Engineerblogger
Jan 11, 2012
The recent discovery that bisabolane, a member of the terpene class of chemical compounds used in fragrances and flavorings, holds high promise as a biosynthetic alternative to D2 diesel fuel has generated keen interest in the green energy community and the trucking industry. Now a second team of researchers with the U.S Department of Energy (DOE)’s Joint BioEnergy Institute (JBEI) has determined the three-dimensional crystal structure of a protein that is key to boosting the microbial-based production of bisabolane as an advanced biofuel.
The JBEI research team, led by bioengineers Paul Adams and Jay Keasling, solved the protein crystal structure of an enzyme in the Grand fir (Abies grandis) that synthesizes bisabolene, the immediate terpene precursor to bisabolane.
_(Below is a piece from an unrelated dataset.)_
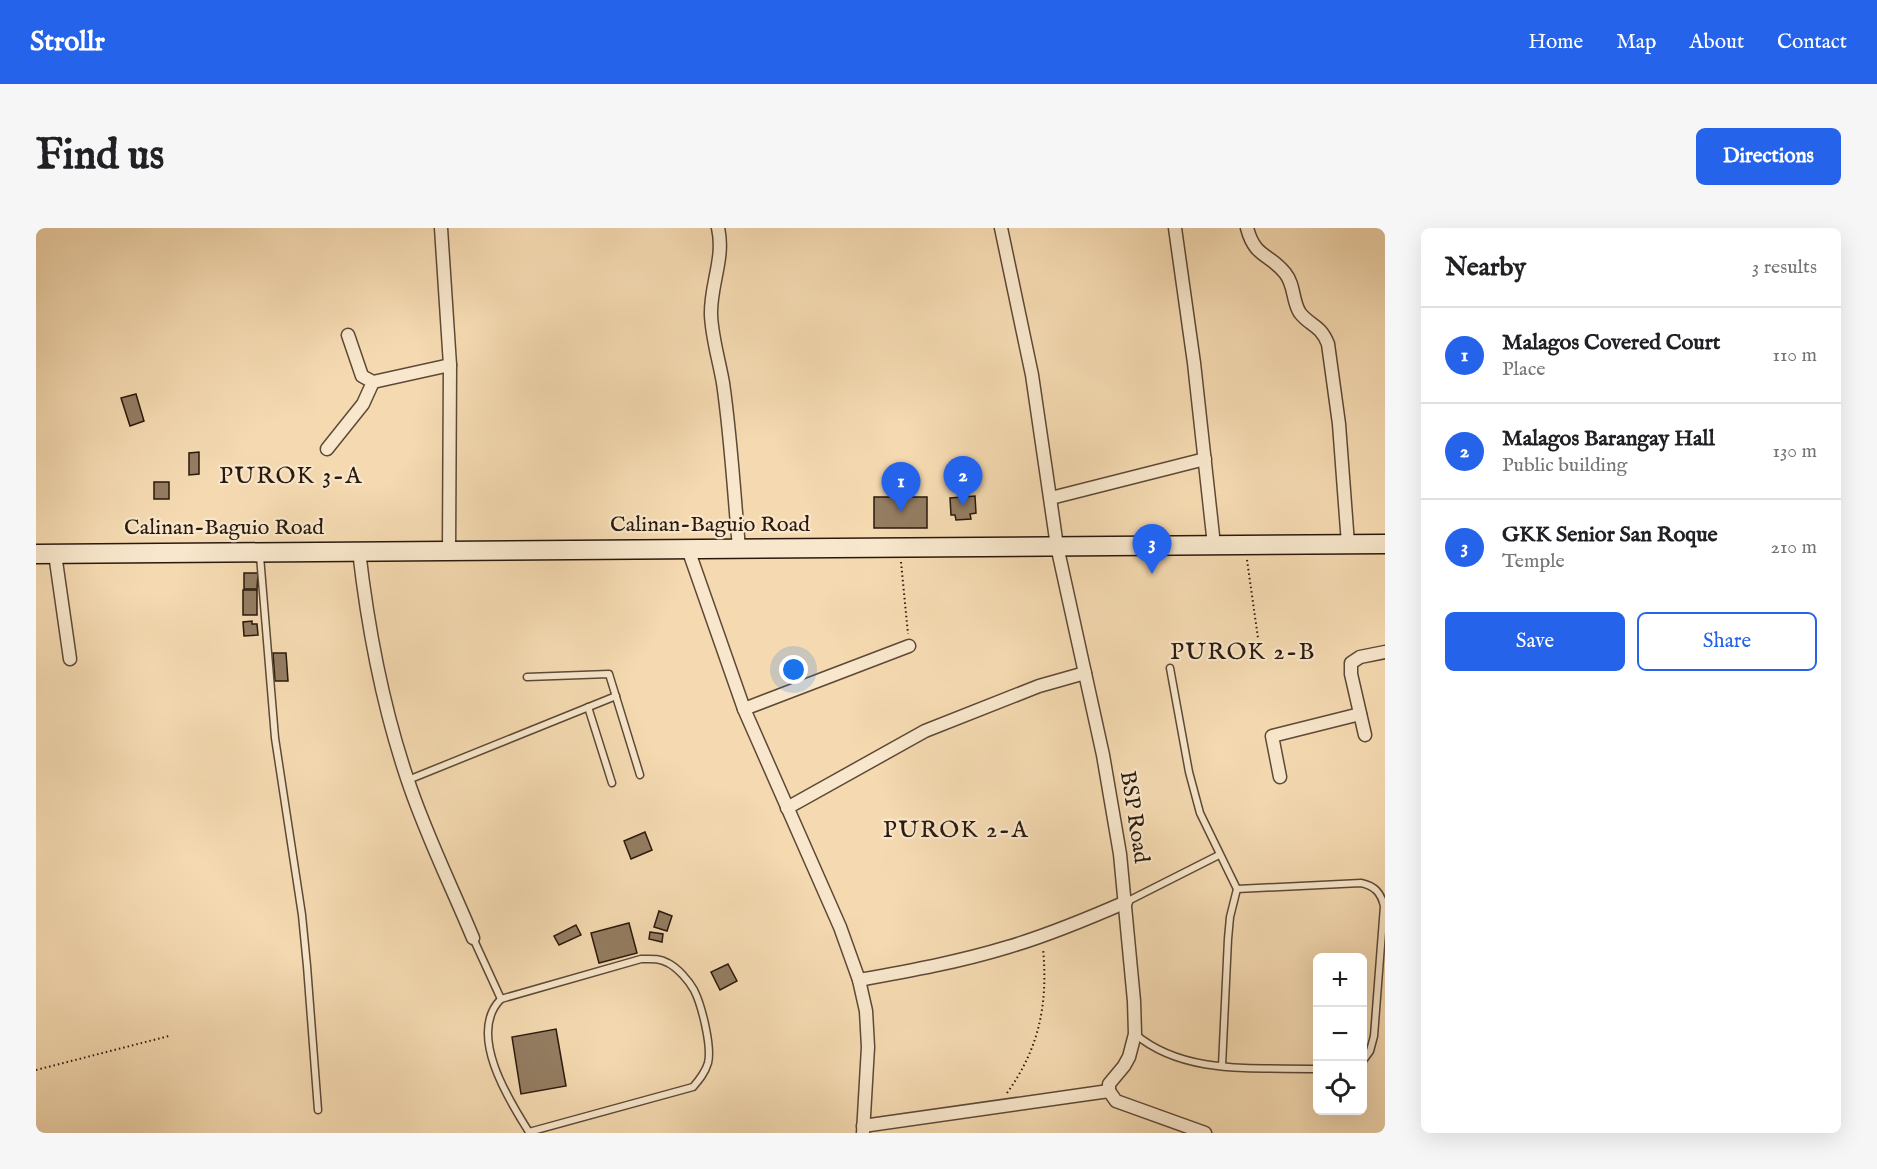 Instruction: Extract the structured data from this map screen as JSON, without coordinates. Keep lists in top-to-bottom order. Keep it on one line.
{"streets":{"main road":["Calinan-Baguio Road"],"street":["BSP Road"]},"crossings":[["Calinan-Baguio Road","BSP Road"]],"districts":["PUROK 3-A","PUROK 2-B","PUROK 2-A"],"page":{"header":"Strollr","nav":["Home","Map","About","Contact"],"buttons":["Directions",["Save","Share"]],"title":"Find us","heading":["Nearby","3 results"],"list":[{"mark":"1","name":"Malagos Covered Court","note":"Place","value":"110 m"},{"mark":"2","name":"Malagos Barangay Hall","note":"Public building","value":"130 m"},{"mark":"3","name":"GKK Senior San Roque","note":"Temple","value":"210 m"}],"pins":["2","1","3"],"map_buttons":["+","−"]}}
The performance of this enzyme – the Abies grandis α-bisabolene synthase (AgBIS) – when engineered into microbes, has resulted in a bottleneck that hampers the conversion by the microbes of simple sugars into bisabolene.
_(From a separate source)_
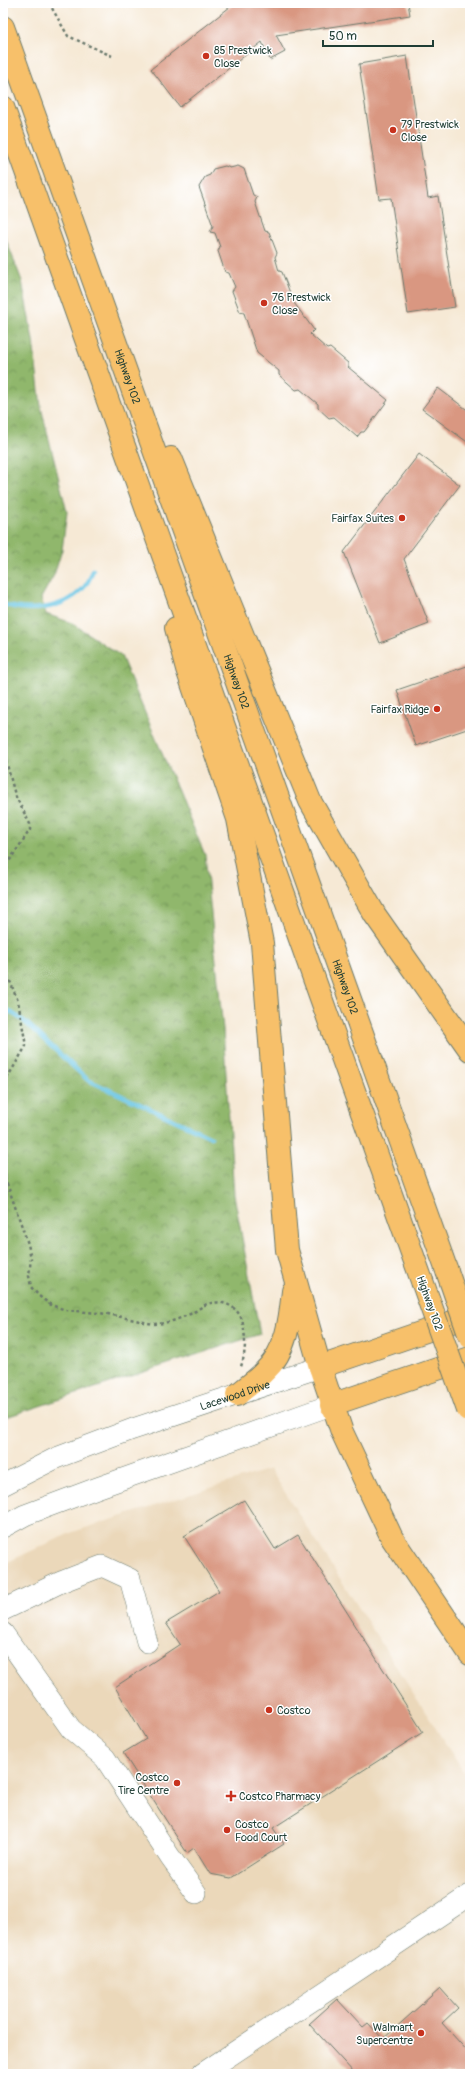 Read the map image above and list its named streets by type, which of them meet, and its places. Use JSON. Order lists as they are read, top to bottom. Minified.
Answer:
{"streets":{"main road":["Highway 102","Lacewood Drive"]},"places":{"other":["85 Prestwick Close","79 Prestwick Close","76 Prestwick Close","Fairfax Suites","Fairfax Ridge","Costco","Costco Tire Centre","Costco Food Court","Walmart Supercentre"],"health":["Costco Pharmacy"]},"scale_bar":"50 m"}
“Our high resolution structure of AgBIS should make it possible to design changes in the enzyme that will enable microbes to make bisabolene faster,” says Adams, a leading authority on x-ray crystallography. “It should also enable us to engineer out inhibition effects that slow throughput, and perhaps also engineer the enzyme to produce other kinds of fuels similar to bisabolane.”
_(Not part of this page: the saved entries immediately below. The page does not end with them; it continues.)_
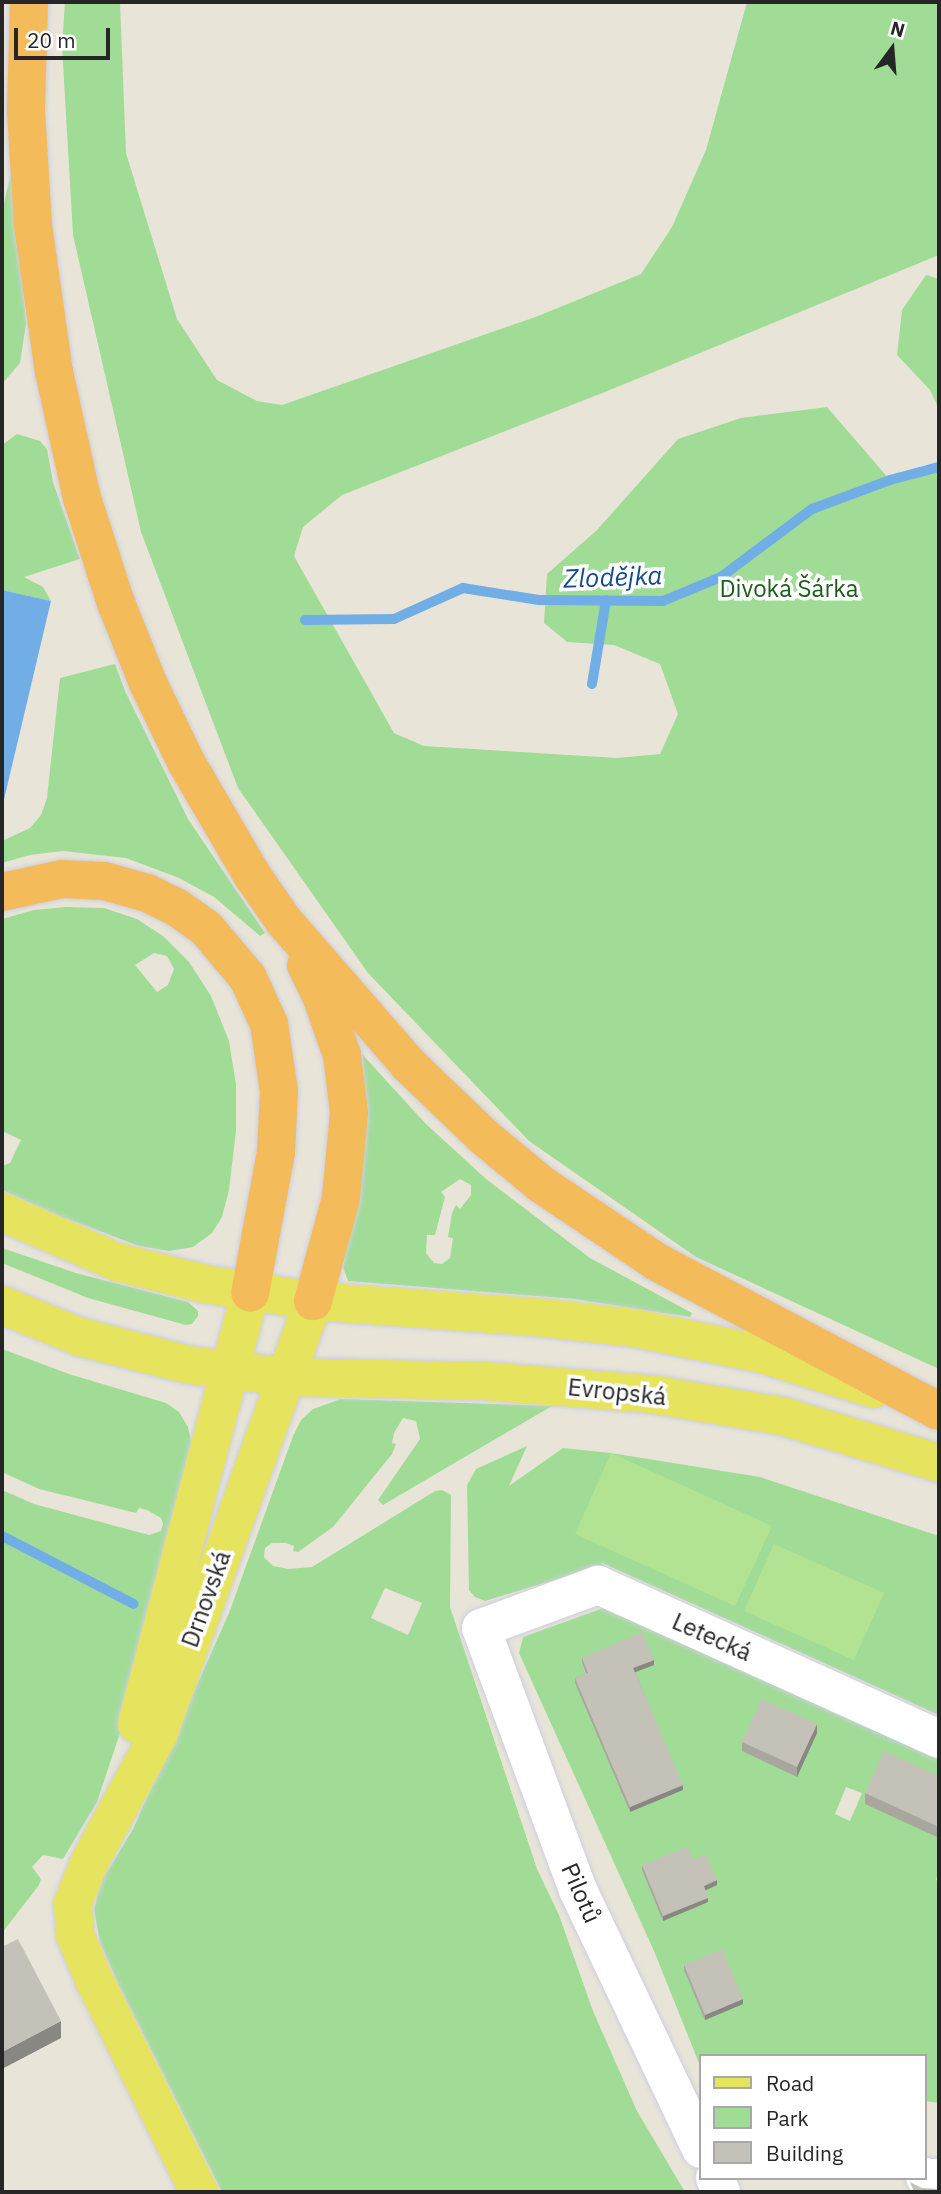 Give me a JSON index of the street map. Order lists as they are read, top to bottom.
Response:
{
  "streets": {
    "main road": ["Evropská", "Drnovská"],
    "street": ["Letecká", "Pilotů"]
  },
  "crossings": [
    ["Evropská", "Drnovská"],
    ["Letecká", "Pilotů"]
  ],
  "water": ["Zlodějka"],
  "parks": ["Divoká Šárka"],
  "legend": ["Road", "Park", "Building"],
  "scale_bar": "20 m",
  "north": "top"
} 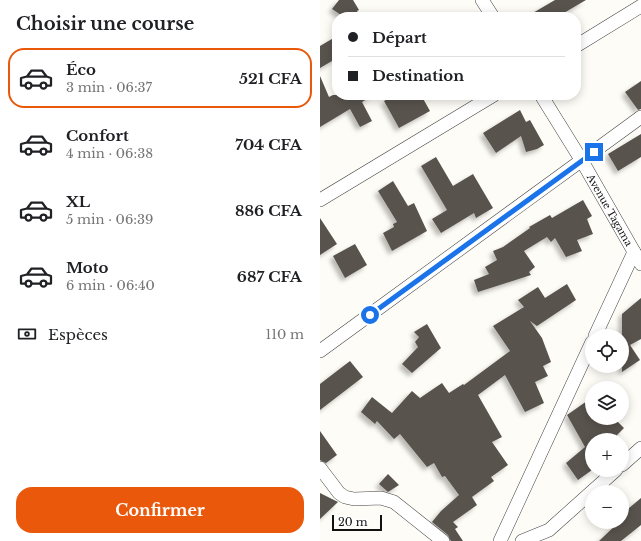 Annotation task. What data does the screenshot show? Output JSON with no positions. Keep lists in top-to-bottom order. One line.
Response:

Adams, who heads JBEI’s Technologies Division, is the corresponding author of a paper describing this work in the Cell Press journal Structure. The paper is titled “Structure of a Three-Domain Sesquiterpene Synthase: A Prospective Target for Advanced Biofuels Production.” Co-authoring it with Adams and Keasling were Ryan McAndrew, Pamela Peralta-Yahya, Andy DeGiovanni, Jose Pereira and Masood Hadi.
JBEI is one of three DOE Bioenergy Research Centers established by DOE’s Office of Science to advance the technology for the commercial production of advanced biofuels. It is a multi-institutional partnership led by the Lawrence Berkeley National Laboratory (Berkeley Lab) and headquartered in Emeryville, CA.
This past fall, JBEI researchers identified bisabolane as a potential new advanced biofuel that could replace D2 diesel, today’s standard fuel for diesel engines, with a clean, green, renewable alternative that’s produced in the United States. Using the tools of synthetic biology, the researchers engineered strains of bacteria and yeast to produce bisabolene from simple sugars, which was then hydrogenated into bisabolane. While showing much promise, the yields of bisabolene have to be improved for microbial-based production of bisabolane fuel to be commercially viable.
“The inefficient terpene synthase enzyme is one of the bottlenecks in the metabolic pathway used by the engineered microbes,” says Peralta-Yahya, a lead member of the earlier JBEI team as well as the current team. “Knowing the AgBIS crystal structure will guide us in engineering it for improved catalytic efficiency and stability, which should bring our bisabolene yields closer to economic competitiveness.”
Peralta-Yahya and her colleagues determined that the AgBIS enzyme consists of three helical domains, the first three-domain structure ever found in a synthase of sesquiterpenes – terpene compounds that contain 15 carbon atoms. The discovery of this unique structure holds importance on several fronts, as co-lead author of the Structure paper McAndrew explains.
“That we found the structure of AgBIS to be more similar to diterpene (20 carbon terpene compounds) synthases not only provides us with insight into the function of these less well characterized enzymes, it also provides us with clues to the evolutionary heritage as the archetypal three-domain terpenoid synthases became two-domain sesquiterpene synthases in plants. Furthering our knowledge of the structures and functions of terpenoid synthases may prove to have abundant practical applications aside from advanced biofuels because these enzymes produce a wide variety of specialized chemicals.”
Solving the three-dimensional crystal structure of AgBIS was made possible by the protein crystallography capabilities of Berkeley Lab’s Advanced Light Source (ALS), a DOE Office of Science national user facility for synchrotron radiation, and the first of the world’s third generation light sources. For this work, the JBEI team used three of the five protein crystallography beamlines operated by the Berkeley Center for Structural Biology (BCSB) – beamlines 8.2.1, 8.2.2, and 5.0.3.
“We needed to use multiple beamlines because we collected data on several crystals – the protein by itself, and the protein with different inhibitors/cofactors,” says Adams, who headed the BCSB from 2004 to 2011. “Also, the approach we used to solve the AgBIS structure required high flux tunable x-rays such as those provided at 8.2.1 and 8.2.2, which are superbend beamlines.”
This research was supported by the DOE Office of Science.